*** Opening EXTRACTED DATA ***

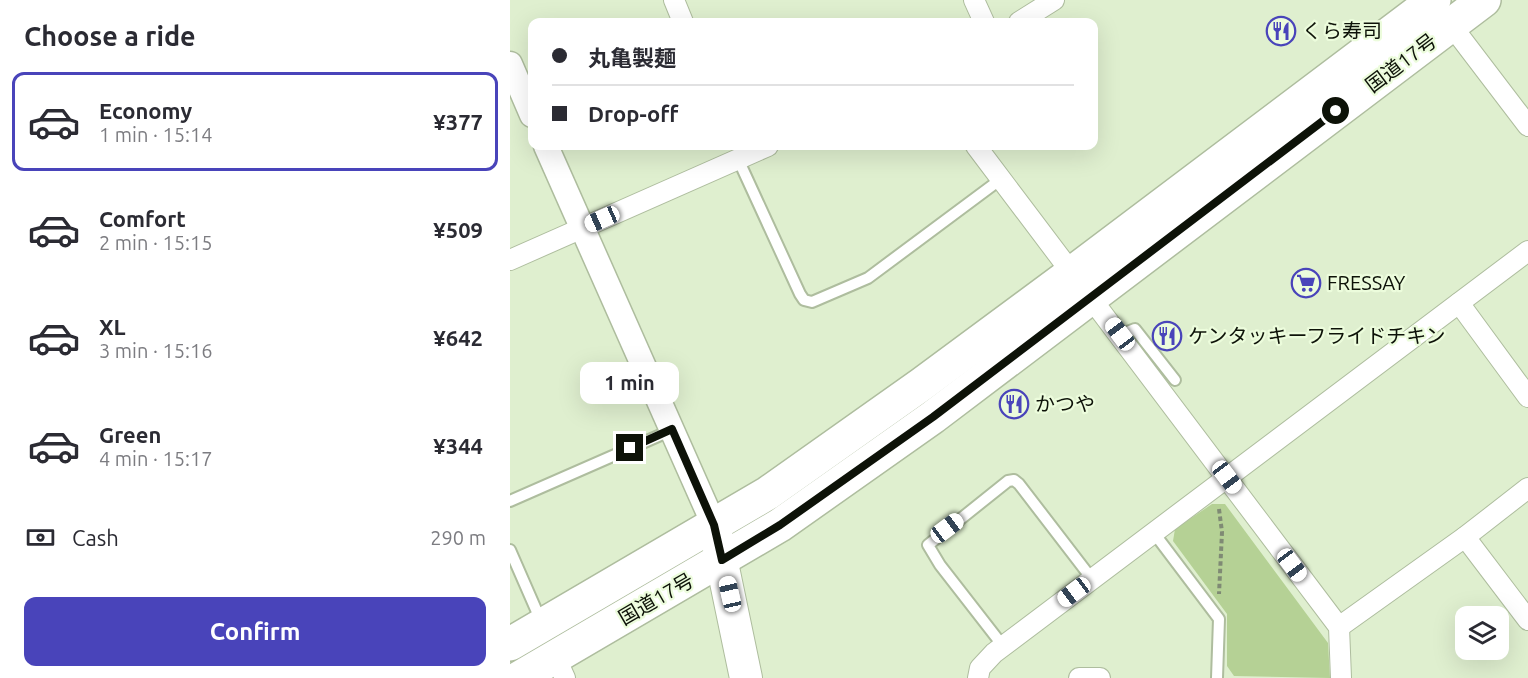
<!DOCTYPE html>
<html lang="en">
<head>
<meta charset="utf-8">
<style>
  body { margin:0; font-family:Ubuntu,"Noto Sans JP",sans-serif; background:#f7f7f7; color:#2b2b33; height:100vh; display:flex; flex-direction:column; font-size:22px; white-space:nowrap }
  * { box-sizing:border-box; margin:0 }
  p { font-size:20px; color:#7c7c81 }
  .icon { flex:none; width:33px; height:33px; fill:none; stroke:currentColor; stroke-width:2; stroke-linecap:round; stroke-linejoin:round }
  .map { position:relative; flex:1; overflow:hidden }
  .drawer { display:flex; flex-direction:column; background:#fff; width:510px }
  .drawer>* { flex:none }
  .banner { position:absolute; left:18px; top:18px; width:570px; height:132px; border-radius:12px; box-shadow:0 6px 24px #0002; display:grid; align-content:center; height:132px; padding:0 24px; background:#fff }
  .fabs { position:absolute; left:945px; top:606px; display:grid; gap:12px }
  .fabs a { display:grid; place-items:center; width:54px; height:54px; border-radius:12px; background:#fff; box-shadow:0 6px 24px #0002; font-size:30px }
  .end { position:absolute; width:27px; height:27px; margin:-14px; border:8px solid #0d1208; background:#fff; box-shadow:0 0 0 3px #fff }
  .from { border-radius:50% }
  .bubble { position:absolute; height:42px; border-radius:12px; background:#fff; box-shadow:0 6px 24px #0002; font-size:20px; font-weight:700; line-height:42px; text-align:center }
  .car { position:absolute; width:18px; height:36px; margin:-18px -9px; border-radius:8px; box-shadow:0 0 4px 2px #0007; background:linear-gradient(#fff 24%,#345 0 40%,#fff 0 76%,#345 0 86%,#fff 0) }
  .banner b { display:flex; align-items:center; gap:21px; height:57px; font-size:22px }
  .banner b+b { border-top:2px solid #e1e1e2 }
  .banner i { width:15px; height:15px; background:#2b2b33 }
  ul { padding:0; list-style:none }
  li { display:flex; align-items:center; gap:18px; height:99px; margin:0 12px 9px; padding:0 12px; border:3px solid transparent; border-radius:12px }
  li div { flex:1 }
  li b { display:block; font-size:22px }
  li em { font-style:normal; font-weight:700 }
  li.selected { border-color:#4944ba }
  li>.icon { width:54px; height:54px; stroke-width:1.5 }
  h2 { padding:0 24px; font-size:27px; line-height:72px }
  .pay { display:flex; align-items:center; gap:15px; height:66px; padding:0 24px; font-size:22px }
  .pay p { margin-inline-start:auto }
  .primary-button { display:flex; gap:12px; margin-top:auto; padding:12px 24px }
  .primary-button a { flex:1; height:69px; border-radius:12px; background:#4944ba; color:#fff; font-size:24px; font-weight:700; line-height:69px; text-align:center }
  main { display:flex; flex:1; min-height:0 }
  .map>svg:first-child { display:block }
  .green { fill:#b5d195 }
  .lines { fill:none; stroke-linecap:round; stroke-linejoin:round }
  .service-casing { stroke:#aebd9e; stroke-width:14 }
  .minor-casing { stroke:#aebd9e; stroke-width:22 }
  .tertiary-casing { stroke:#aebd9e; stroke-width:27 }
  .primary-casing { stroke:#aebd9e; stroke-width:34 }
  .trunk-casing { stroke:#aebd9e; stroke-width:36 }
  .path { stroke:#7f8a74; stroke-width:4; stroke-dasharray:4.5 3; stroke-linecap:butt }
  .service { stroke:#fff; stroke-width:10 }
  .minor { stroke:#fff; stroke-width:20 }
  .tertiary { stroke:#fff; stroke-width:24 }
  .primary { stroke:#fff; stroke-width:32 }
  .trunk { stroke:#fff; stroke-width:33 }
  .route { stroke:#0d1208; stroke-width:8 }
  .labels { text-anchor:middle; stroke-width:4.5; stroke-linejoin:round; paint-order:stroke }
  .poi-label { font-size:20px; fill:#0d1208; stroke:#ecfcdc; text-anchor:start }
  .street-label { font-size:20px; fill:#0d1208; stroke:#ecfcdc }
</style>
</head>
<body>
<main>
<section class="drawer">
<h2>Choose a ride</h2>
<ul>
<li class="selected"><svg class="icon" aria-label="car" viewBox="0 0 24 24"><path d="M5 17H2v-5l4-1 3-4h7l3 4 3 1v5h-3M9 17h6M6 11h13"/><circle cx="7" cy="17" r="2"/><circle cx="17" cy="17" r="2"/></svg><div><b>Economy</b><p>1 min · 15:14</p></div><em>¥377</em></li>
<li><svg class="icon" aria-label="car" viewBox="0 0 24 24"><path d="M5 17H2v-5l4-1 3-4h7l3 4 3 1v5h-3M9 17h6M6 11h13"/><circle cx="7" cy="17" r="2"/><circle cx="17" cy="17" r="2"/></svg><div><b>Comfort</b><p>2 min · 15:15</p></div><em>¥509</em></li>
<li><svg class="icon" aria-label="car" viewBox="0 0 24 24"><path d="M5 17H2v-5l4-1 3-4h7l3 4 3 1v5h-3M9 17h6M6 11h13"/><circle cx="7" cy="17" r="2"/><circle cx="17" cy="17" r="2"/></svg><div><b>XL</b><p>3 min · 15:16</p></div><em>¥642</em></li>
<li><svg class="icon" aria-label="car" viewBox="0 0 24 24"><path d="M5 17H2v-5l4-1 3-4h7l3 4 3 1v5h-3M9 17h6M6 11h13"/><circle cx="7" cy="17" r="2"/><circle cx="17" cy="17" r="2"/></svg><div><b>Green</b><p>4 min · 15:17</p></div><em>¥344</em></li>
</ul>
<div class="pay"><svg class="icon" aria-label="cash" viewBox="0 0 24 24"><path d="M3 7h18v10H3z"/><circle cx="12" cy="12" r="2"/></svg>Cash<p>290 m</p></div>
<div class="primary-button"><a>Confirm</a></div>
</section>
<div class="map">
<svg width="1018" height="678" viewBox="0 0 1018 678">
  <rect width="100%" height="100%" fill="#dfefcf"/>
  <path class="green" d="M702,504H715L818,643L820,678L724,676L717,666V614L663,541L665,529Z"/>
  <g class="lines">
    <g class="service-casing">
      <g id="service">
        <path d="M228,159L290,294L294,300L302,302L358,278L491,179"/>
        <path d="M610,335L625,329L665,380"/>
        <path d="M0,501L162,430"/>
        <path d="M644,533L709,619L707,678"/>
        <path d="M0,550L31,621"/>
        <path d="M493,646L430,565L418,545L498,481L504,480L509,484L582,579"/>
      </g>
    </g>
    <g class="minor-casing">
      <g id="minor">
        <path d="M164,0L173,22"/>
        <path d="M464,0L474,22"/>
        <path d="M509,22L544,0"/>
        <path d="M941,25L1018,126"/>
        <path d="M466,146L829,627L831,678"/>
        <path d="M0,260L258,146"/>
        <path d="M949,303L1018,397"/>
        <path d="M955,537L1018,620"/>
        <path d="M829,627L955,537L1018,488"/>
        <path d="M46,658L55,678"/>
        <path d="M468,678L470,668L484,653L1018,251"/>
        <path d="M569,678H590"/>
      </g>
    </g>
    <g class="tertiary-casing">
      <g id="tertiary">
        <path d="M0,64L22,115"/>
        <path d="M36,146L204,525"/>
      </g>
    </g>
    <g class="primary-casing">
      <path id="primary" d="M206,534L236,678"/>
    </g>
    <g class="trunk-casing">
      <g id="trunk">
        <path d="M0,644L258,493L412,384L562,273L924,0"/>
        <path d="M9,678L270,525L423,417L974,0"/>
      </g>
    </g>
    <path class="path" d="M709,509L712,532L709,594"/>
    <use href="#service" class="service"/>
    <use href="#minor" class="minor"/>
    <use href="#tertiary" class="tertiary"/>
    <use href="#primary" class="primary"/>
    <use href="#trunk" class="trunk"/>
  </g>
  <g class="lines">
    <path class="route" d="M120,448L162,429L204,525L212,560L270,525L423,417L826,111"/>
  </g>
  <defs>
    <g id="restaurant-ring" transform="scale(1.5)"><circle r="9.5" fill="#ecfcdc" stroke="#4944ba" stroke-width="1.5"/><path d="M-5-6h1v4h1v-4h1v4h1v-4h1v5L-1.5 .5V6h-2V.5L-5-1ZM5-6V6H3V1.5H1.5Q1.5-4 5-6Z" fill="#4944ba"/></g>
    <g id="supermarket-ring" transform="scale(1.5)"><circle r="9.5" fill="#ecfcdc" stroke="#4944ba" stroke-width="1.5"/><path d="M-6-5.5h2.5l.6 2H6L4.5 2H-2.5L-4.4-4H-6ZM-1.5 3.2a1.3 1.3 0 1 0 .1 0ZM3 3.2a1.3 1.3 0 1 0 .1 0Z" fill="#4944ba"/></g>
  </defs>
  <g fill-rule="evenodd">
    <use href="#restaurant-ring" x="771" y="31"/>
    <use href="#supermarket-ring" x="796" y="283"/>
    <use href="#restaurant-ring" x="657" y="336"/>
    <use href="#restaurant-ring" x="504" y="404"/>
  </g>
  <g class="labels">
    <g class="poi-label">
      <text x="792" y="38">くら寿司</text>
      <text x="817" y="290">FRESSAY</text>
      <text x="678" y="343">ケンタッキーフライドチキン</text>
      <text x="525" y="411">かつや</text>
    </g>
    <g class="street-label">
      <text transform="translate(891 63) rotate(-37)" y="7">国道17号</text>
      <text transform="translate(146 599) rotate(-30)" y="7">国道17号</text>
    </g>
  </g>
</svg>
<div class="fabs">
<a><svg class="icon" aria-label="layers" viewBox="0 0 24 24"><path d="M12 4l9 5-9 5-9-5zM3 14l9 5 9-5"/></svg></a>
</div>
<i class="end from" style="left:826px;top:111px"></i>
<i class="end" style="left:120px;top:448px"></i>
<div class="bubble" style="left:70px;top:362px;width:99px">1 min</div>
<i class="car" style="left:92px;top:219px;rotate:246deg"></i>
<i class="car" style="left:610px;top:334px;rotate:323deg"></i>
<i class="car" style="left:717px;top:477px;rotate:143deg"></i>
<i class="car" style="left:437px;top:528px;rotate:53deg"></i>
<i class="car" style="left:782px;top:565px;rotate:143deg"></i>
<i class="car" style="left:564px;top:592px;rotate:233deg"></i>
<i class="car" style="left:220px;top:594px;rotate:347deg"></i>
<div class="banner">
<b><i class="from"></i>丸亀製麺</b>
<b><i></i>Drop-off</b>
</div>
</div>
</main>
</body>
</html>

*** Closing EXTRACTED DATA ***
*** Opening EXTRACTED DATA ***

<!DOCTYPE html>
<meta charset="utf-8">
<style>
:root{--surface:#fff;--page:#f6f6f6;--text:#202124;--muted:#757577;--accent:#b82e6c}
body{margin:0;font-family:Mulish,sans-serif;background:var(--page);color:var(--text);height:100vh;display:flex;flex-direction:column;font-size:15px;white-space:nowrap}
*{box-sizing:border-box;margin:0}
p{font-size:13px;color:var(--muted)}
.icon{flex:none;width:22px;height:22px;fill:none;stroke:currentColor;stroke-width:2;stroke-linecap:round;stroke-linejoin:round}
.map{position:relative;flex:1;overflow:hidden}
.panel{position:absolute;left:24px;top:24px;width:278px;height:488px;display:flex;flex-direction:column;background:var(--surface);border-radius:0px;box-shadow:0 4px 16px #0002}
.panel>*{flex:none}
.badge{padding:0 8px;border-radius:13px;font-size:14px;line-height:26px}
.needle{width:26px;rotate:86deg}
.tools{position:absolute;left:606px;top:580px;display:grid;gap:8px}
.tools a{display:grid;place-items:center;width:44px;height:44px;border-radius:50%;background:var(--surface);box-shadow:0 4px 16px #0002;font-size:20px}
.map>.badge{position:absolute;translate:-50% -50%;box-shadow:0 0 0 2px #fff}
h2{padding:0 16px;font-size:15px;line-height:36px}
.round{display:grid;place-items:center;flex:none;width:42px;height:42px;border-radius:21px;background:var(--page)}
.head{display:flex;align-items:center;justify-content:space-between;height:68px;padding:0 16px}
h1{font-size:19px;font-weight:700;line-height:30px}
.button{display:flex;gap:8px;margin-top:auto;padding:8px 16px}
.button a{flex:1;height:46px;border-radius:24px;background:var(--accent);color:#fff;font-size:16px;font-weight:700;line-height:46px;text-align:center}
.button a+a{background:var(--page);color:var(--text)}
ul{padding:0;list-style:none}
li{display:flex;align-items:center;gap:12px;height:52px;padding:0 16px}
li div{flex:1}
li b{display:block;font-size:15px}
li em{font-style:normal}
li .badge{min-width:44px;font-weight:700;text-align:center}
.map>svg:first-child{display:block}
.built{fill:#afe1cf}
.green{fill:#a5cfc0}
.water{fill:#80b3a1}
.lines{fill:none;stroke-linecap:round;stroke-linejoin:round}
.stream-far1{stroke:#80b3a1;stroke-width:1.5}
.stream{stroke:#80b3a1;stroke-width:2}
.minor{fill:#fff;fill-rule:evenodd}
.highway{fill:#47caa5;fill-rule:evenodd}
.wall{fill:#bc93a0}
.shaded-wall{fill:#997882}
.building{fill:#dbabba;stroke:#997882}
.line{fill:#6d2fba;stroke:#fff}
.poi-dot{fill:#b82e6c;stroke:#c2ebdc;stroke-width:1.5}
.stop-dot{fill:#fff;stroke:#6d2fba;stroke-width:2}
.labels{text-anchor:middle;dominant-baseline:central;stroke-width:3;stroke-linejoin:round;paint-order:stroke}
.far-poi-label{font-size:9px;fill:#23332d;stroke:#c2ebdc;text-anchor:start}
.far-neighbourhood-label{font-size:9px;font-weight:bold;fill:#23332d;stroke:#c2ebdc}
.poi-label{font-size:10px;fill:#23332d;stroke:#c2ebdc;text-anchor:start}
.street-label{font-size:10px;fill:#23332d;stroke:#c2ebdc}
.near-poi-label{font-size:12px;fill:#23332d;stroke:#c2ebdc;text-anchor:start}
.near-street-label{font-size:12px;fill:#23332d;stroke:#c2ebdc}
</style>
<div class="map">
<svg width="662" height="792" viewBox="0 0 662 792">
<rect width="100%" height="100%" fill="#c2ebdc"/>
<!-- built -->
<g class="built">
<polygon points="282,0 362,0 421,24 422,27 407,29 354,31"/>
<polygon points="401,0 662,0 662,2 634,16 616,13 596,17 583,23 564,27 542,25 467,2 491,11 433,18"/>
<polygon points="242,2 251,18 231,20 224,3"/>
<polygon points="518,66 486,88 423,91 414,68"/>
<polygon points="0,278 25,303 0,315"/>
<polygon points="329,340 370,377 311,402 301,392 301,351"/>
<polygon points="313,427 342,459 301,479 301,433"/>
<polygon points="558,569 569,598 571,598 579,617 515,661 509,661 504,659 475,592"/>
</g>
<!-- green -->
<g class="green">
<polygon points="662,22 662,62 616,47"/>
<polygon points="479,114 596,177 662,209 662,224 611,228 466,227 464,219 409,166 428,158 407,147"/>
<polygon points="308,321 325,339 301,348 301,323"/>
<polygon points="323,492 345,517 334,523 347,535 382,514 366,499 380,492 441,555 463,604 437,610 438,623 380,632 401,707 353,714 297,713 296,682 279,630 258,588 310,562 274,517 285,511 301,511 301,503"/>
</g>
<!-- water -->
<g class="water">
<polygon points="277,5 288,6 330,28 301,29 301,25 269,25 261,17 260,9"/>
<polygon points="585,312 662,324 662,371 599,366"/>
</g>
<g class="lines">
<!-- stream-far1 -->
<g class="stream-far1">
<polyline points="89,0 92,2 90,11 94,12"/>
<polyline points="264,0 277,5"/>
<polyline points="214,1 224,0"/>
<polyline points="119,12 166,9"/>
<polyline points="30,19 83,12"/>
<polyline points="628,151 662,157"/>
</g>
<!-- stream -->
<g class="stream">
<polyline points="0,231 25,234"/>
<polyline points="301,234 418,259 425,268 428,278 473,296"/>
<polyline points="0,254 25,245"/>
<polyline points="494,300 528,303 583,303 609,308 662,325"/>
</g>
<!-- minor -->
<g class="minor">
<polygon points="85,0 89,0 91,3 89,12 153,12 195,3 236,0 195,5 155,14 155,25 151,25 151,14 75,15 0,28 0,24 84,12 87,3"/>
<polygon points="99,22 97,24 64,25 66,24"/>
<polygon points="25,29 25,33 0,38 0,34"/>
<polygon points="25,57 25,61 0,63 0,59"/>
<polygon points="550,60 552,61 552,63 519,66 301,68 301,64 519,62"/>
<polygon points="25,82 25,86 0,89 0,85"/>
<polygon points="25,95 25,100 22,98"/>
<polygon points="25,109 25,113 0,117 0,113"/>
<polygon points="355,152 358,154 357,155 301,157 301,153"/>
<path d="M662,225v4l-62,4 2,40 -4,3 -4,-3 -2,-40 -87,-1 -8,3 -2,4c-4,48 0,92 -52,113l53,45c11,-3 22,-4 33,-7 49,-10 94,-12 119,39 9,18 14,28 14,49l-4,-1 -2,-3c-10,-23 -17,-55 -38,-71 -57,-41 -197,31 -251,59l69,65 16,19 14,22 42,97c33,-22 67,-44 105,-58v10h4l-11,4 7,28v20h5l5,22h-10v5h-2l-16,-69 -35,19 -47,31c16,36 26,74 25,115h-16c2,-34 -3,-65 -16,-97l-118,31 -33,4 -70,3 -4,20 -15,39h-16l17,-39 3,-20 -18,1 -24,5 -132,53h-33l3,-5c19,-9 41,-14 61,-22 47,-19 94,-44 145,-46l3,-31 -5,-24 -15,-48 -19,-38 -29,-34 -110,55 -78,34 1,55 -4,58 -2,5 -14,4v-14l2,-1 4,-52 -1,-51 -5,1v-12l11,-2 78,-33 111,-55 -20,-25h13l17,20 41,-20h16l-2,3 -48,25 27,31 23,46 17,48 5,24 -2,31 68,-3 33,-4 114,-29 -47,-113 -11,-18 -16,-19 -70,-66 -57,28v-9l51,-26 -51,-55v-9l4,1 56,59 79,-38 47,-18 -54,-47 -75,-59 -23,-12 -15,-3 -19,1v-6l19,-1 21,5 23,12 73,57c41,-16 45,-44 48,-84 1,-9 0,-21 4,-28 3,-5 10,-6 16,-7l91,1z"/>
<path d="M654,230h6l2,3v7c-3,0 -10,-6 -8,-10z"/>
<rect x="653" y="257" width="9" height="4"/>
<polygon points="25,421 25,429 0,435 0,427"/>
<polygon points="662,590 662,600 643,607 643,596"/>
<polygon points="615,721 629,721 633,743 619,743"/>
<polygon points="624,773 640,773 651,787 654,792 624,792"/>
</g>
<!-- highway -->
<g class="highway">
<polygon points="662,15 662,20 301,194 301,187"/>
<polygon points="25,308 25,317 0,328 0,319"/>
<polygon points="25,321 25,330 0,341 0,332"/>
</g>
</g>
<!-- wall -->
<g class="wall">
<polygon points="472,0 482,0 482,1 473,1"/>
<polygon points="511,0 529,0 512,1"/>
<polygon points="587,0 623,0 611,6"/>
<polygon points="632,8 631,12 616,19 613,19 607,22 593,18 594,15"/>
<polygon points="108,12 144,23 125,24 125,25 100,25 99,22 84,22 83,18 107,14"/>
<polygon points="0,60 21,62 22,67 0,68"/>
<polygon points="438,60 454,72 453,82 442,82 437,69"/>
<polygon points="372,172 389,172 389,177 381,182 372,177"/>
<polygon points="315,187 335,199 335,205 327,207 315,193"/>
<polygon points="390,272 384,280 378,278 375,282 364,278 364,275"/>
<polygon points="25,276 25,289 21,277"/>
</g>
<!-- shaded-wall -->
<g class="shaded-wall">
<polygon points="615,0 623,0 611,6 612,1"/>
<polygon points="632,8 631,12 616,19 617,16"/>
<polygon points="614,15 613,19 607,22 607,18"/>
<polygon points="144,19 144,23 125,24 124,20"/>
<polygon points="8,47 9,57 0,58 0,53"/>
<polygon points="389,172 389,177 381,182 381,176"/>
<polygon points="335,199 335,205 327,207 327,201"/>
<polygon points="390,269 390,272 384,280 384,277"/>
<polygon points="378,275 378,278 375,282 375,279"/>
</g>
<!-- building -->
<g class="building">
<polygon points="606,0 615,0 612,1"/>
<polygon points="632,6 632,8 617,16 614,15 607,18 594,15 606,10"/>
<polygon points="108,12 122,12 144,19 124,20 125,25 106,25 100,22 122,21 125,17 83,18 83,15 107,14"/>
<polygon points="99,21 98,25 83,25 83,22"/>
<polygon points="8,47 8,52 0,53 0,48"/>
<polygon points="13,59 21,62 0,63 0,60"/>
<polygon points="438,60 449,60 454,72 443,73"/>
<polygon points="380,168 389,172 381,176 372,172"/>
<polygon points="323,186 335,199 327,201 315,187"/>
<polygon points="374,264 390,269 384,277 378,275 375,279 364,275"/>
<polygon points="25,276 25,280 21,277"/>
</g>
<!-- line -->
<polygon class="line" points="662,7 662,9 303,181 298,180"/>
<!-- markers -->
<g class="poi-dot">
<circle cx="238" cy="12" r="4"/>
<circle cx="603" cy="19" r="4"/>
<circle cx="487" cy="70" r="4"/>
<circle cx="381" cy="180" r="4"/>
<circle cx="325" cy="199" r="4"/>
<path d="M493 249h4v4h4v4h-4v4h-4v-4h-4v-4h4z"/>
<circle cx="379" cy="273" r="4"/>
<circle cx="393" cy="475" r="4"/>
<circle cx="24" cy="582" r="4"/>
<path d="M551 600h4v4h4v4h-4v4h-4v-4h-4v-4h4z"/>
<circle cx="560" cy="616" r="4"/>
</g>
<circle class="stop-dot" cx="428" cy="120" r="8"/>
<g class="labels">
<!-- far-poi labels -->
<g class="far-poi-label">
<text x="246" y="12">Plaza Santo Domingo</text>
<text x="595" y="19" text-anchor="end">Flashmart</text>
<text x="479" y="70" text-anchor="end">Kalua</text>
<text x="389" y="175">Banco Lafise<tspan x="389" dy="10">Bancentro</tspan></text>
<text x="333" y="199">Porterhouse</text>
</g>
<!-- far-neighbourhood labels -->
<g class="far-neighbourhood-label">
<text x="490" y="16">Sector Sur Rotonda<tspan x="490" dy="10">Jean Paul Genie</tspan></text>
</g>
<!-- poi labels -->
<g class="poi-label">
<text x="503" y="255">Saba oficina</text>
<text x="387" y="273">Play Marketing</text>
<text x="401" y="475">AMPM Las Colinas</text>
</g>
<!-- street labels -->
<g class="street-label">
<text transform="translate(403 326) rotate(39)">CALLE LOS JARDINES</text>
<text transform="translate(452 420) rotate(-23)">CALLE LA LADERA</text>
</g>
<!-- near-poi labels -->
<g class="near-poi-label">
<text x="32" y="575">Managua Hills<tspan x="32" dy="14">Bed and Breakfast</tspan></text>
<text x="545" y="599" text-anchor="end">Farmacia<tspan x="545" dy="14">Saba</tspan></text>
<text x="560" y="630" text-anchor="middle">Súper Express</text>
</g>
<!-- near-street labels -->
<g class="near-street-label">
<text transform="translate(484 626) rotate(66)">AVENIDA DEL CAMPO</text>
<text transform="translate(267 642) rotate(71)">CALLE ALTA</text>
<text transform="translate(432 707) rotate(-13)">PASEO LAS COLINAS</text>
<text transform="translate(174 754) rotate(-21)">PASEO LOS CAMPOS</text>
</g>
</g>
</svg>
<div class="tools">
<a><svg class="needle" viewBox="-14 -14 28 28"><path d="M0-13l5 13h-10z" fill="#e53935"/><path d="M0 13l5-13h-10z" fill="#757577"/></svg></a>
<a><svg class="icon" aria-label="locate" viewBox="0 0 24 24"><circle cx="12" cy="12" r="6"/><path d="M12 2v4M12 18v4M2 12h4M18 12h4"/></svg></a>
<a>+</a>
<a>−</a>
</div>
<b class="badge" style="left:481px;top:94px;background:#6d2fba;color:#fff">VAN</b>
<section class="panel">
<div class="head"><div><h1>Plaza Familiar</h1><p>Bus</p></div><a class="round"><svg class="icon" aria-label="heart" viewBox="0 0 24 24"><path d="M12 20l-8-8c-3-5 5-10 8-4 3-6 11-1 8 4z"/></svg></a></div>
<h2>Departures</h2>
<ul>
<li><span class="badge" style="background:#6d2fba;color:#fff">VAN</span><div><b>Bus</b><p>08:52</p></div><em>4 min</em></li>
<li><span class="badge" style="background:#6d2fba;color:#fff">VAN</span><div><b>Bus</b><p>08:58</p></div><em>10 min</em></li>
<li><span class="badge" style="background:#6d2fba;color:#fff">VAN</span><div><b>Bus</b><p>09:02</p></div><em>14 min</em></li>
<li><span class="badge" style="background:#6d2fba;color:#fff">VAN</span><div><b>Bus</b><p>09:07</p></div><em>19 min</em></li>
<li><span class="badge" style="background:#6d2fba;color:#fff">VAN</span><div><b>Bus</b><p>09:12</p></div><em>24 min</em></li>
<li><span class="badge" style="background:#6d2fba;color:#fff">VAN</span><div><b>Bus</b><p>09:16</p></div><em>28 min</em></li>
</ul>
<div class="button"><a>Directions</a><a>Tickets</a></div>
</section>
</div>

*** Closing EXTRACTED DATA ***

> [YOUR TASK]
Collect each line above holding the string "tools".

> [TASK RESPONSE]
.tools{position:absolute;left:606px;top:580px;display:grid;gap:8px}
.tools a{display:grid;place-items:center;width:44px;height:44px;border-radius:50%;background:var(--surface);box-shadow:0 4px 16px #0002;font-size:20px}
<div class="tools">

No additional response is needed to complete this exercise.